May 12 2009

Test Your Backups

Successful backup and recovery can save an organization from headaches when disaster strikes.

Everyone in IT knows how important backups are. They can save an organization money and time — and possibly even the network admin’s job. But it’s imperative that after backing up important files, you make certain you can actually do a successful recovery. If your backups are corrupt or not functioning properly and you’re asked to restore the entire accounting database because of a glitch in the software, you will be thankful that you have done regular restores to test your backups. Too many organizations assume their backups are solid, and learn otherwise when disaster hits.

First, let me describe my backup system. I back up all of my data to a server that has 20 1-terabyte drives in a RAID 6 configuration. If you set one as a hot spare, then you have about 17TB of hard-drive space and can afford to lose two drives at once without data failure. I use rsync scripts to perform daily backups of all of my servers, then store the backups in a folder for that day of the week. These backups happen during off-peak hours. Every week, rsync will look for changes between the previous week’s backup and the current week’s backup and sync the two. If you delete a file from your main file server, rsync knows to also delete it from the backup server. Once the data is on my backup server, I send it offsite in two different ways. I rsync the data to a hosted server that I rent rack space from and I also copy the data to removable media, which goes to my bank vault.

When testing your backups, first set up a rotation schedule for your servers that dictates when you are going to attempt a restore. Pick a certain database or file server and set up a monthly time when you are going to run the restore for that server. I try to do some sort of restore for every system at least once a month. Second, you do not have to restore all 2TB of your main file server. Pick a few folders randomly throughout the file server to restore. Typically, if a backup goes bad, everything inside the backup will go bad. Third, do not throw away your old, out-of-warranty hardware. That old server is the perfect workhorse on which to test your restores. VMware is another option, if you have that available to you.

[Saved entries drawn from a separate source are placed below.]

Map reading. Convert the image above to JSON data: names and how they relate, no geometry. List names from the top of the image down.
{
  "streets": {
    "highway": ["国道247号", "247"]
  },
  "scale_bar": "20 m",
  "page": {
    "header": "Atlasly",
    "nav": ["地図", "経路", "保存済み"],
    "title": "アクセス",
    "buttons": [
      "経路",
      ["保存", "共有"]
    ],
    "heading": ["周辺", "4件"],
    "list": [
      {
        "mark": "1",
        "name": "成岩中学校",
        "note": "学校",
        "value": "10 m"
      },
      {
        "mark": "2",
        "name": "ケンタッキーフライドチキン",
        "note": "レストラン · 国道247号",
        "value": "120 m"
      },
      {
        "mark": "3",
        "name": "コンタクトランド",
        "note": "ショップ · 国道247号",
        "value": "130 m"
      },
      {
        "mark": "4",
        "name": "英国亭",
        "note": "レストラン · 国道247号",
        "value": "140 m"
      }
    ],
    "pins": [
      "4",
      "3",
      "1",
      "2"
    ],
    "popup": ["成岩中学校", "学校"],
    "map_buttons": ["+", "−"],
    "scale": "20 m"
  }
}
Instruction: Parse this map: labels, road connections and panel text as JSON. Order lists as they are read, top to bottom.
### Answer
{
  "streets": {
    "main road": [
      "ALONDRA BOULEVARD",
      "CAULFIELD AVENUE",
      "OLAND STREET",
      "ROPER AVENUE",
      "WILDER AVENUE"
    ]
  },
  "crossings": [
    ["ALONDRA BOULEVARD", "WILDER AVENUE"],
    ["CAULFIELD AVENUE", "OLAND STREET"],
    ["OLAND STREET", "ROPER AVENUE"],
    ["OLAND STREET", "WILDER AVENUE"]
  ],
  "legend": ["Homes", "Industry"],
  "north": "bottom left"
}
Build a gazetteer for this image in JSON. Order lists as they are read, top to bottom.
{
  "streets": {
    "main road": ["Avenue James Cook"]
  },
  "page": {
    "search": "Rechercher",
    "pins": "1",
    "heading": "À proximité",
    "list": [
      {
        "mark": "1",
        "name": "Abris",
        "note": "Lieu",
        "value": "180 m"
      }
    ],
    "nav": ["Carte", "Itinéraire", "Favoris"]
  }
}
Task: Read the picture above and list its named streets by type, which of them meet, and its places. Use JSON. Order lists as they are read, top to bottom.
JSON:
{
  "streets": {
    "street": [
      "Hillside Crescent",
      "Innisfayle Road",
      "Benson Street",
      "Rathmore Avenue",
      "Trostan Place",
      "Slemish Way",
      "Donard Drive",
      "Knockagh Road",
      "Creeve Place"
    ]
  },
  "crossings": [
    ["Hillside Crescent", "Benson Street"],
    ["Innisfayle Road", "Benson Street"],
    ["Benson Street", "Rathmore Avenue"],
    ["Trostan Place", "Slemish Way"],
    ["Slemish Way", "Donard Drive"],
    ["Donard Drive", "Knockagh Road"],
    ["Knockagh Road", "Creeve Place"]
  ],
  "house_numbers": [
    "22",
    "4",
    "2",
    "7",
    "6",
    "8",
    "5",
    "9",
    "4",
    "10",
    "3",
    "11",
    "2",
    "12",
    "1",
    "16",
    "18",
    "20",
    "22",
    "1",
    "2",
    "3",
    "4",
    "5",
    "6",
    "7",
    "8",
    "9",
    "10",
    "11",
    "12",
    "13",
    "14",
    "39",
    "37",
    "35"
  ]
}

It’s also important to test all of your backups, not just the one you use most often. I use three different forms of backup: one onsite and two offsite. If disaster hits and my onsite is destroyed, then I better be sure that my offsite backups are verified and working. I always run a test restore on my removable media before I send it to the bank vault.

I typically keep a Linux and Windows base image loaded on my servers to test my backups. This lets me test both MySQL and SQL along with other programs that are OS specific. The hardware really does not matter because most people back up only the data and not all of the OS files. So as long as your data is backed up, you shouldn’t mind rebuilding a server from scratch because you have those resources available to you and they are easy to duplicate.

On my main backup server, I have a scheduled job that runs during the day that copies data from the backup server to my test backup servers, depending on which week it is. Rsync is my tool of choice to accomplish the copy. Follow this plan, and you can attach that database to your test SQL server or try to access some of the files you have restored.

I cannot stress enough how important it is to test your backups — it’s just as important as the backup itself. If you haven’t been testing your backups, start now. No one wants to think about disaster. But should it happen, a little work now can save a lot of work later — and possibly even save your job.

Justin Dover is network administrator at Harpeth Hall School in Nashville, Tenn.